Write back every line of the listing exactly, excluding images.

• Dataset extract:

-- -- --

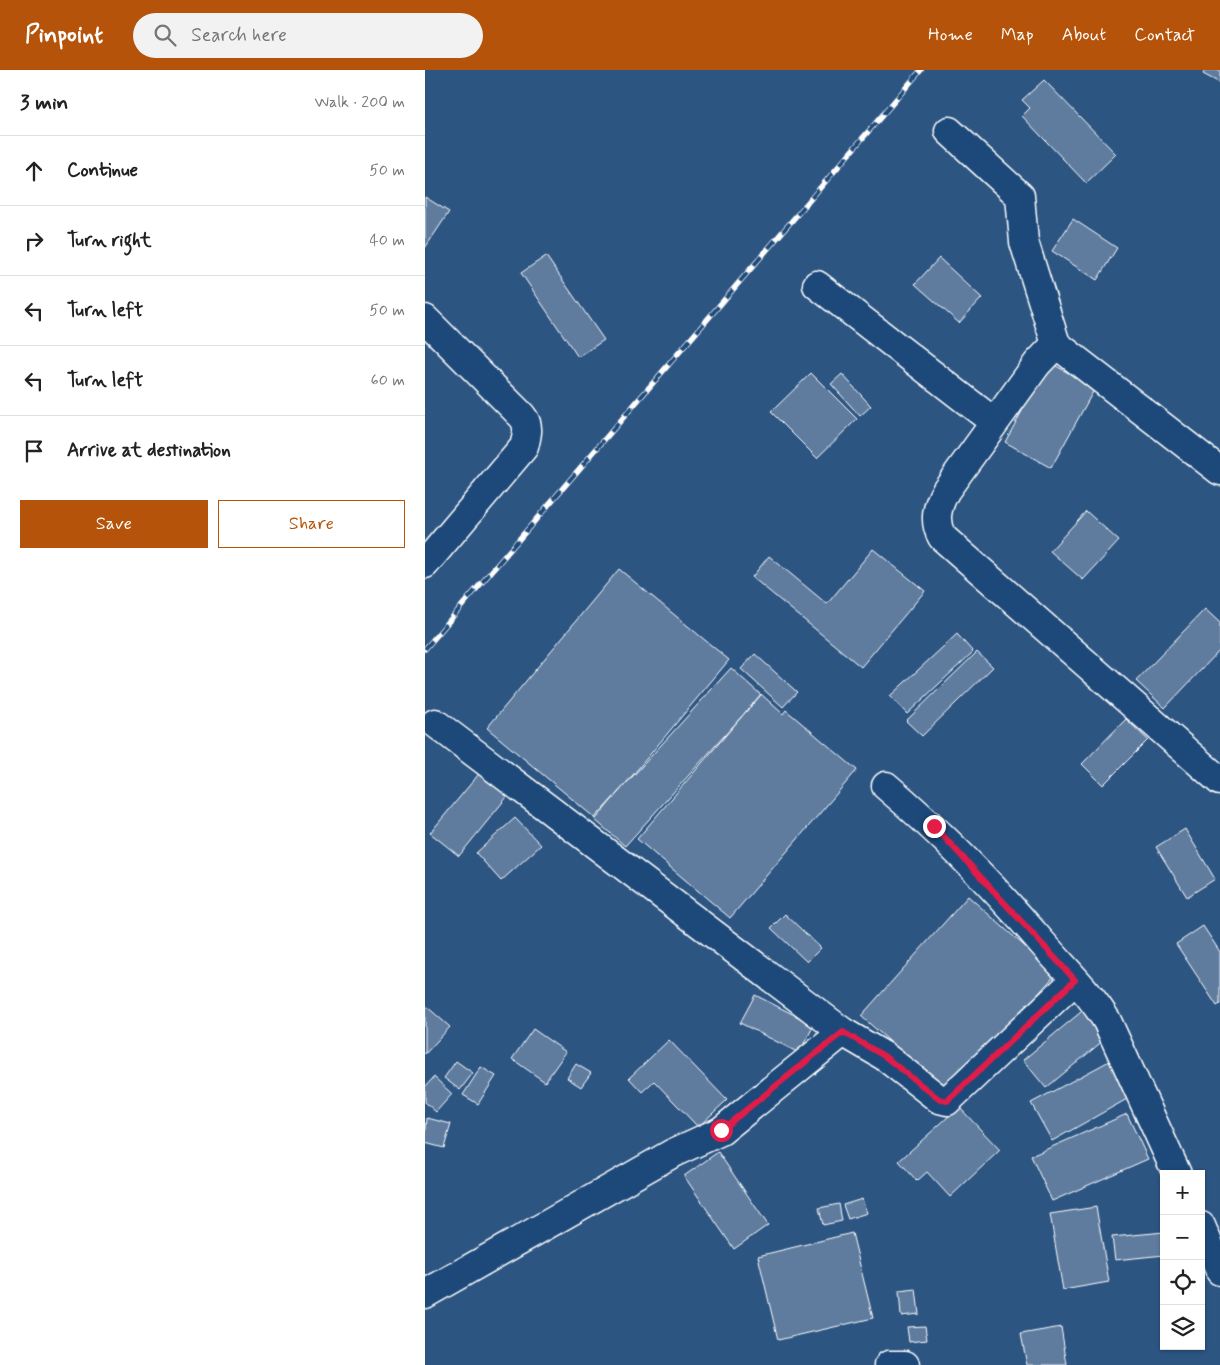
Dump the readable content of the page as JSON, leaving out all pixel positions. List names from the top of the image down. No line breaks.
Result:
{"page":{"header":"Pinpoint","search":"Search here","nav":["Home","Map","About","Contact"],"heading":["3 min","Walk · 200 m"],"list":[["Continue","50 m"],["Turn right","40 m"],["Turn left","50 m"],["Turn left","60 m"],"Arrive at destination"],"buttons":["Save","Share"],"map_buttons":["+","−"]}}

-- -- --

• Result of this exercise:
Dump the readable content of the page as JSON, leaving out all pixel positions. List names from the top of the image down. No line breaks.
Result:
{"page":{"header":"Pinpoint","search":"Search here","nav":["Home","Map","About","Contact"],"heading":["3 min","Walk · 200 m"],"list":[["Continue","50 m"],["Turn right","40 m"],["Turn left","50 m"],["Turn left","60 m"],"Arrive at destination"],"buttons":["Save","Share"],"map_buttons":["+","−"]}}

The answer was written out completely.